One of my favorite spots in New England is actually shared by Maine and New Hampshire! A tiny cluster of 9 islands about '2 leagues' from the mainland.The Isles of Shoals were named by English explorer Capt. John Smith after sighting them in 1614. These islands literally drip with New England history and were once frequented by the likes of Celia Thaxter, Nathaniel Hawthorne,Ralph Waldo Emerson, and Childe Hassam just to name only a few. If you were anybody in the arts, music, and poetry community in the 19th Century, you were probably out there at one of Celia's Garden Parties at some point. Celia's Father, Thomas Laighton, opened a summer hotel on Appledore which led to the Oceanic Hotel which is still there and used today.
A murder mystery from 1873 that has spawned many plays, books, and movies;still surrounds the islands today. Smuttynose Island was also known as the site of Blackbeard's honeymoon, and for the shipwreck of the Spanish ship called the Sagunto.
You can take your own boat or catch a ride from Rye Beach NH. Many places along the NH seacoast will take you there while offering daytrips and lunch at the hotel, long walking trips, and even over night stays at The Oceanic. There is a rumor going around that they have recently begun to let non-members of the Unitarian Universalist Association stay over night...
At the Oceanic there is a dining room to have lunch, a gift shop, and a small community of people who keep the grounds as close to history as possible.
You are welcome to explore the island yourself or go with a group and a 'guide'. The times we have gone, we have walked on our own as not to be rushed and on a schedule. We brought a lunch and sat cliffside on some rocks and shared our lunch with some new friends..

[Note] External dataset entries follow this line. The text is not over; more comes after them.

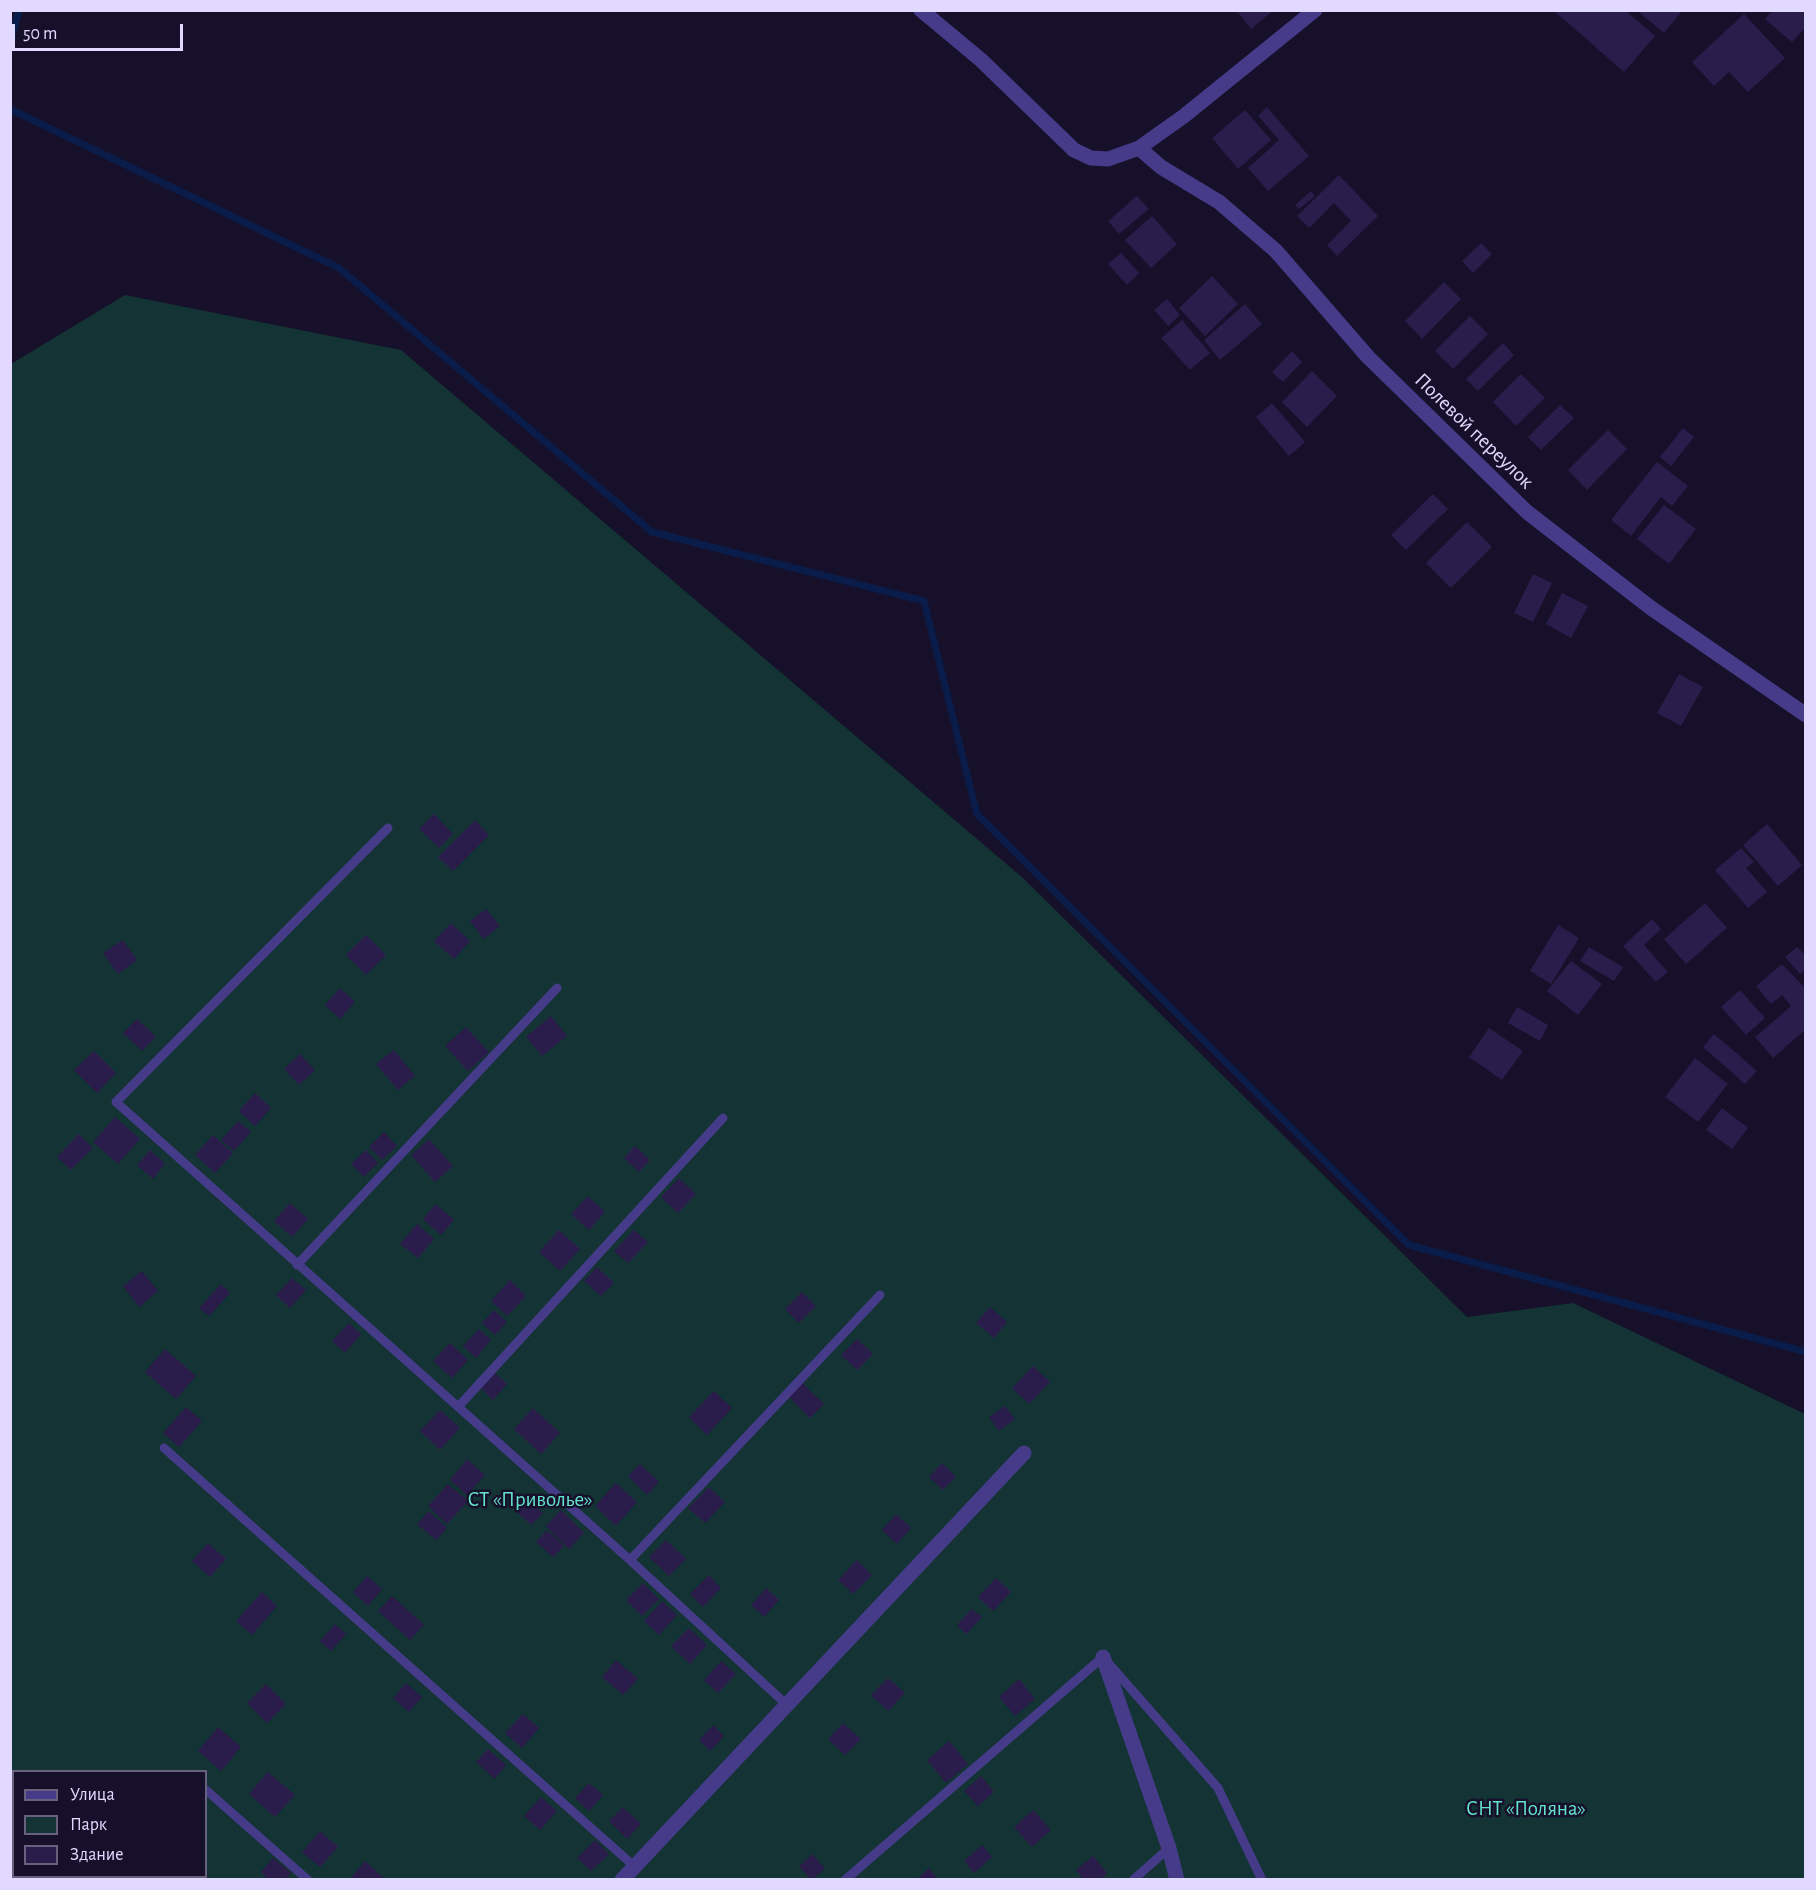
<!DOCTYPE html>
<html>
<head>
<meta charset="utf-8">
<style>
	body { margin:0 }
	#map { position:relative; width:1816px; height:1890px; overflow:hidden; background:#17102a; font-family:"Alegreya Sans",sans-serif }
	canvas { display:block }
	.frame { position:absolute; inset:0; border:12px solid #e1d9ff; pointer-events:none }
	.legend { position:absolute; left:12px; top:1770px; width:195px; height:108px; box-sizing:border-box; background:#17102a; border:2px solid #68607f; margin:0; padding:8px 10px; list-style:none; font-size:18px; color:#e1d9ff }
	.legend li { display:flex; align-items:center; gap:12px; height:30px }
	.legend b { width:30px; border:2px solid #68607f }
	.scale { position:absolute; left:12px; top:24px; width:171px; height:27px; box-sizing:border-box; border:3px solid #e1d9ff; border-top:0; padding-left:8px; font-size:18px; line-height:21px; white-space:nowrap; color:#e1d9ff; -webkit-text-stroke:4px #17102a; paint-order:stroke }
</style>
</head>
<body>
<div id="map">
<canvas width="1816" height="1890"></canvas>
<div class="frame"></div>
<ul class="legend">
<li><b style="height:8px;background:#453b89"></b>Улица</li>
<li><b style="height:16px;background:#133334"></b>Парк</li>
<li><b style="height:16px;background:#2a1c4b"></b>Здание</li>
</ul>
<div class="scale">50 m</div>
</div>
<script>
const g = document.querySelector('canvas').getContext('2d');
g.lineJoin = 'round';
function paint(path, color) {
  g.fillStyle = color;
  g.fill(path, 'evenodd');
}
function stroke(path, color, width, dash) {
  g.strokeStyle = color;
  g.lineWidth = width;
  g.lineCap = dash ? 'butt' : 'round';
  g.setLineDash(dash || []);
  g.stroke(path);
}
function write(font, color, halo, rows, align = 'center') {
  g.font = font + ' "Alegreya Sans",sans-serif';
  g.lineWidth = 5;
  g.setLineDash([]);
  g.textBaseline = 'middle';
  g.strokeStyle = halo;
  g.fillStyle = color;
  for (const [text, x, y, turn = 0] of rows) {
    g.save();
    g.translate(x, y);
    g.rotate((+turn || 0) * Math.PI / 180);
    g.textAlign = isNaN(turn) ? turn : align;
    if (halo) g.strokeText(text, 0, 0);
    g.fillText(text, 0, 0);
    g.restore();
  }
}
const green = new Path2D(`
	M 125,295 L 401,350 L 1023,878 L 1467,1317 L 1573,1303 L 1805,1414 L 1805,1879 L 11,1880 L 11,364 ZM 14,1772 L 206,1772 L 206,1876 L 14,1876 Z`);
const stream = new Path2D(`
	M 10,45 L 19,10
	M 10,109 L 339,268 L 652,532 L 924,601 L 977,814 L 1409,1245 L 1806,1352`);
const building = new Path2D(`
	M 1236,10 L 1274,10 L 1251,29 Z
	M 1553,10 L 1625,10 L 1655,36 L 1624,72 Z
	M 1636,10 L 1683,10 L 1664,33 Z
	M 1773,10 L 1806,10 L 1806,27 L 1792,42 L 1765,19 Z
	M 1744,14 L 1785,58 L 1748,92 L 1729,72 L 1714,86 L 1692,62 Z
	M 1267,107 L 1309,156 L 1268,191 L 1248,168 L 1279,140 L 1258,116 Z
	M 1245,110 L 1271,140 L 1238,169 L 1212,138 Z
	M 1339,175 L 1378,216 L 1337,256 L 1327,245 L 1351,221 L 1334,203 L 1309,228 L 1297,216 Z
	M 1311,191 L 1315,196 L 1299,209 L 1295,205 Z
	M 1137,196 L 1149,209 L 1119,234 L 1108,221 Z
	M 1152,216 L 1177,244 L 1151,268 L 1125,240 Z
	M 1481,243 L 1492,254 L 1473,273 L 1462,261 Z
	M 1121,253 L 1139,273 L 1127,285 L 1108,264 Z
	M 1212,276 L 1238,304 L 1205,336 L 1179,308 Z
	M 1444,282 L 1461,299 L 1422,339 L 1405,321 Z
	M 1167,299 L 1180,315 L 1168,326 L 1154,310 Z
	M 1245,304 L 1262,324 L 1220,360 L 1204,340 Z
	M 1470,316 L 1488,334 L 1453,369 L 1435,351 Z
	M 1182,320 L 1210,353 L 1190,370 L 1161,338 Z
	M 1503,343 L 1514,355 L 1478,391 L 1466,379 Z
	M 1292,351 L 1302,362 L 1283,382 L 1272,372 Z
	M 1312,371 L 1337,396 L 1307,427 L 1282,402 Z
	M 1521,374 L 1545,398 L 1516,426 L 1493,402 Z
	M 1272,403 L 1305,442 L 1289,456 L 1256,417 Z
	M 1560,405 L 1574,418 L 1541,450 L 1528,437 Z
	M 1683,428 L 1694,437 L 1671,466 L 1660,457 Z
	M 1608,430 L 1627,449 L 1587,490 L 1568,470 Z
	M 1657,462 L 1688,486 L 1672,506 L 1661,497 L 1631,536 L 1611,520 Z
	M 1433,494 L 1448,509 L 1406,550 L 1391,535 Z
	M 1664,505 L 1696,529 L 1669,564 L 1637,539 Z
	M 1467,522 L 1492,547 L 1451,588 L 1426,563 Z
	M 1533,574 L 1552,583 L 1533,622 L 1514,613 Z
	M 1562,593 L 1588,606 L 1571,638 L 1546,624 Z
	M 1679,674 L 1703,687 L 1681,726 L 1657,713 Z
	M 434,814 L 453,834 L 439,848 L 419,829 Z
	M 475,820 L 489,835 L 453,871 L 438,857 Z
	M 1767,824 L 1802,865 L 1778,886 L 1743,845 Z
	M 1741,848 L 1754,862 L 1746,868 L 1767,892 L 1748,908 L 1715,870 Z
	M 1705,903 L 1727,928 L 1686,964 L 1664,939 Z
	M 486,909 L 500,926 L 484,939 L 470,921 Z
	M 1652,919 L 1661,929 L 1644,945 L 1668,972 L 1656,982 L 1623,946 Z
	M 451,923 L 470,941 L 454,959 L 434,941 Z
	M 1558,925 L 1579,938 L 1551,984 L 1530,971 Z
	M 366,935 L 386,955 L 366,975 L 346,955 Z
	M 123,940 L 137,960 L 118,974 L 103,953 Z
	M 1589,947 L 1623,967 L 1614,981 L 1580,961 Z
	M 1797,947 L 1806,956 L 1806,969 L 1800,974 L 1785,957 Z
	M 1571,961 L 1602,984 L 1578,1015 L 1547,991 Z
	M 1782,964 L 1806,989 L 1806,1029 L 1773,1058 L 1755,1037 L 1791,1006 L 1782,995 L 1771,1004 L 1756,986 Z
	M 340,988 L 355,1002 L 340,1019 L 325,1005 Z
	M 1740,990 L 1765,1018 L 1746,1035 L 1721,1007 Z
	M 1517,1007 L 1548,1025 L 1540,1041 L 1508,1023 Z
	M 551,1016 L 567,1036 L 542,1056 L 526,1037 Z
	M 137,1019 L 156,1037 L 142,1051 L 123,1033 Z
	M 466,1027 L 489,1052 L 468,1071 L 445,1046 Z
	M 1489,1028 L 1523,1051 L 1502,1080 L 1469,1057 Z
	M 1714,1034 L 1757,1071 L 1745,1084 L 1703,1047 Z
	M 394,1050 L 415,1076 L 398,1090 L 376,1064 Z
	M 94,1051 L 116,1073 L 97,1093 L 74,1070 Z
	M 300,1054 L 315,1070 L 299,1085 L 284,1069 Z
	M 1695,1058 L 1728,1084 L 1698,1122 L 1665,1097 Z
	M 255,1093 L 271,1108 L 255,1126 L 239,1111 Z
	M 1722,1108 L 1748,1128 L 1732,1149 L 1706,1130 Z
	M 115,1117 L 140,1139 L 118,1164 L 93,1142 Z
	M 238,1121 L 251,1132 L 234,1151 L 221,1140 Z
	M 384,1132 L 397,1146 L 382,1160 L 369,1147 Z
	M 79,1134 L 93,1148 L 71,1170 L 57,1157 Z
	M 213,1135 L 233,1153 L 215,1173 L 195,1155 Z
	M 429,1139 L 453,1166 L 435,1182 L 411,1155 Z
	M 635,1146 L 650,1160 L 639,1172 L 624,1158 Z
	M 150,1150 L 165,1164 L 153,1179 L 137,1165 Z
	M 366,1150 L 378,1163 L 364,1177 L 351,1164 Z
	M 679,1178 L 696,1194 L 678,1213 L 661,1197 Z
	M 588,1196 L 605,1212 L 589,1230 L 571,1214 Z
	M 290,1203 L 308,1219 L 292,1237 L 274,1221 Z
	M 436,1204 L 454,1220 L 441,1235 L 423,1219 Z
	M 417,1224 L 434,1239 L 418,1258 L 400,1244 Z
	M 559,1230 L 580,1249 L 560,1271 L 539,1252 Z
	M 634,1230 L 648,1242 L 628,1263 L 614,1251 Z
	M 597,1267 L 614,1283 L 601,1296 L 584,1281 Z
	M 142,1271 L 158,1291 L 139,1307 L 123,1286 Z
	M 292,1278 L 306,1290 L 290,1308 L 276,1295 Z
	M 510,1280 L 526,1296 L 507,1316 L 491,1301 Z
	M 221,1284 L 230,1293 L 209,1316 L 199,1308 Z
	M 802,1292 L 816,1306 L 799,1323 L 785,1309 Z
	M 990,1307 L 1007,1322 L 994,1338 L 976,1323 Z
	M 494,1310 L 507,1322 L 495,1335 L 482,1323 Z
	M 349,1323 L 361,1334 L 345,1353 L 332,1341 Z
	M 479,1329 L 491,1340 L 476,1358 L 463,1346 Z
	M 857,1339 L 873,1354 L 857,1370 L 841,1355 Z
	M 450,1343 L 468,1360 L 452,1378 L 433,1361 Z
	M 165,1349 L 196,1376 L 176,1399 L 145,1372 Z
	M 1033,1366 L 1050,1382 L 1029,1404 L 1012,1388 Z
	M 495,1373 L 507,1384 L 493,1400 L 481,1388 Z
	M 802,1383 L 824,1404 L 810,1418 L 789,1397 Z
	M 714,1391 L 732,1408 L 707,1435 L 689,1417 Z
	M 1005,1406 L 1015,1419 L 999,1431 L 989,1417 Z
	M 186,1407 L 202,1421 L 179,1447 L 163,1433 Z
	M 533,1408 L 560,1433 L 541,1454 L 514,1429 Z
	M 440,1410 L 460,1428 L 440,1450 L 420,1431 Z
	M 467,1459 L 485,1475 L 467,1495 L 450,1480 Z
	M 942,1463 L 956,1477 L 943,1490 L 929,1477 Z
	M 640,1464 L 659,1482 L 647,1495 L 628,1476 Z
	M 616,1483 L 637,1502 L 616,1526 L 595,1506 Z
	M 448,1484 L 468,1501 L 447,1524 L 428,1506 Z
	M 709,1487 L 725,1502 L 705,1523 L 688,1508 Z
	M 527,1497 L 543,1513 L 531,1525 L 515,1510 Z
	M 561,1510 L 584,1533 L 569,1549 L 546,1526 Z
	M 429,1511 L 447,1528 L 436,1540 L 417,1524 Z
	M 896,1514 L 911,1528 L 897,1544 L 882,1530 Z
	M 547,1530 L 564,1546 L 553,1557 L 536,1542 Z
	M 666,1540 L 686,1559 L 669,1576 L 649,1557 Z
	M 208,1543 L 226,1559 L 210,1577 L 192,1561 Z
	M 857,1560 L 872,1575 L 853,1594 L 838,1580 Z
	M 709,1575 L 721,1588 L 703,1607 L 690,1594 Z
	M 367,1576 L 382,1589 L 368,1606 L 353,1592 Z
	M 996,1578 L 1011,1592 L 993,1611 L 978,1597 Z
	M 643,1583 L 659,1599 L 642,1616 L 626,1600 Z
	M 766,1588 L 779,1600 L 764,1617 L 751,1605 Z
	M 262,1592 L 277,1606 L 252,1635 L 236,1621 Z
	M 392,1596 L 424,1625 L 410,1640 L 378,1611 Z
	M 662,1601 L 677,1615 L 659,1635 L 644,1621 Z
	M 972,1609 L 982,1617 L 966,1634 L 957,1625 Z
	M 335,1624 L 346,1634 L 331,1651 L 320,1641 Z
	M 689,1628 L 707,1645 L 690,1664 L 671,1646 Z
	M 616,1660 L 638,1679 L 623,1695 L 602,1677 Z
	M 721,1661 L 736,1674 L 718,1693 L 704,1680 Z
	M 888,1678 L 905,1693 L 888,1711 L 871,1695 Z
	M 1019,1679 L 1035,1699 L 1015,1716 L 999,1697 Z
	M 406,1683 L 422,1697 L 409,1712 L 393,1698 Z
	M 266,1684 L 286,1704 L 267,1723 L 247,1703 Z
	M 523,1714 L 539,1728 L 522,1748 L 505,1733 Z
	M 843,1723 L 861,1739 L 845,1755 L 828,1739 Z
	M 713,1725 L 724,1736 L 710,1751 L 699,1740 Z
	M 218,1727 L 241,1747 L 221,1771 L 198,1751 Z
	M 949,1741 L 968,1764 L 946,1783 L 927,1760 Z
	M 488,1749 L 506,1765 L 495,1779 L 476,1762 Z
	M 268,1772 L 295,1795 L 275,1817 L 249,1794 Z
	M 981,1776 L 994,1792 L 978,1806 L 964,1791 Z
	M 589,1783 L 603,1795 L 589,1811 L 575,1798 Z
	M 541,1797 L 557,1811 L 540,1830 L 524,1816 Z
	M 623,1807 L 641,1824 L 627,1839 L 609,1821 Z
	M 1033,1810 L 1051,1830 L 1032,1847 L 1014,1827 Z
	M 320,1831 L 338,1847 L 320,1867 L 302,1852 Z
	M 595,1840 L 609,1854 L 591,1871 L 577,1858 Z
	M 982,1845 L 992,1857 L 974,1873 L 964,1861 Z
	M 813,1854 L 825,1869 L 811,1880 L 799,1866 Z
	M 1093,1856 L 1107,1873 L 1100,1880 L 1084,1880 L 1076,1870 Z
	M 273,1858 L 291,1873 L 285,1880 L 269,1880 L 261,1872 Z
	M 365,1861 L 386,1880 L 349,1880 Z
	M 929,1868 L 938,1880 L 916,1880 Z`);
const service = new Path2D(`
	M 388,828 L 116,1102 L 630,1560
	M 297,1265 L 557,988
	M 458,1407 L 723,1118
	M 164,1448 L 634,1866
	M 787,1705 L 630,1560 L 880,1295
	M 206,1790 L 308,1880
	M 845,1880 L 1103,1657 L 1218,1788 L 1262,1880
	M 1133,1880 L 1169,1848`);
const minor = new Path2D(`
	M 921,10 L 981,60 L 1074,150 L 1091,158 L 1108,159 L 1139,148 L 1184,116 L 1315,10
	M 1139,148 L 1161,167 L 1219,202 L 1276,251 L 1368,357 L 1527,512 L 1651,608 L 1806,715
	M 1103,1657 L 1169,1848 L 1177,1880
	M 622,1880 L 1024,1453`);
const streetNames = [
	["Полевой переулок",1474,431,44]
];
const parkNames = [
	["СТ «Приволье»",530,1500],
	["СНТ «Поляна»",1526,1809]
];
paint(green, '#133334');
stroke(stream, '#0a1c49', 7);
paint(building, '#2a1c4b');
stroke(service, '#453b89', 9);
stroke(minor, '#453b89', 15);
write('21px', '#e1d9ff', '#17102a', streetNames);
write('21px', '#63e2cd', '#17102a', parkNames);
</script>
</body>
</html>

their babies were close by and they were keeping heavy guard. The gulls love to fly from the mainland to lay their eggs on the islands.
The islanders take great pride in keeping things the way they were
Celia Thaxter spent almost her entire life on these islands, and was said to long for them while spending long hard Winters on the mainland. I can only imagine what her life must have been like there. A primitive yet fulfilling life, I imagine. Celia had a garden and cottage on Appledore island where she is buried today. The garden is kept and tended to by a 'club' and is said to still grow flowers that Celia herself planted. I can only dream of how happy this would make her today after over 150 years!
Celia chronicled her failures and
successes for fellow fledgling gardeners in her book " An Island garden" in which she wrote of her final passages on being a gardener, but it was
her lyrical passages that enthralled:
I never forget my planted seeds. Often I wake in the
night and think how the rains and the dews have
reached to the dry shell and softened it; how the
spirit of life begins to stir within, and the individuality
of the plant to assert itself; how it is thrusting
two hands forth from the imprisoning husk,
one, the root, to grasp the earth, to hold itself firm
and absorb its food, the other stretching above to
find the light, that it may drink in the breeze and
sunshine and so climb to its full perfection of beauty.
It is curious that the leaf should so love the light
and the root so hate it.*
The islands were her muse...
Isles of Shoals is a must see for anyone Daytripping Through New England!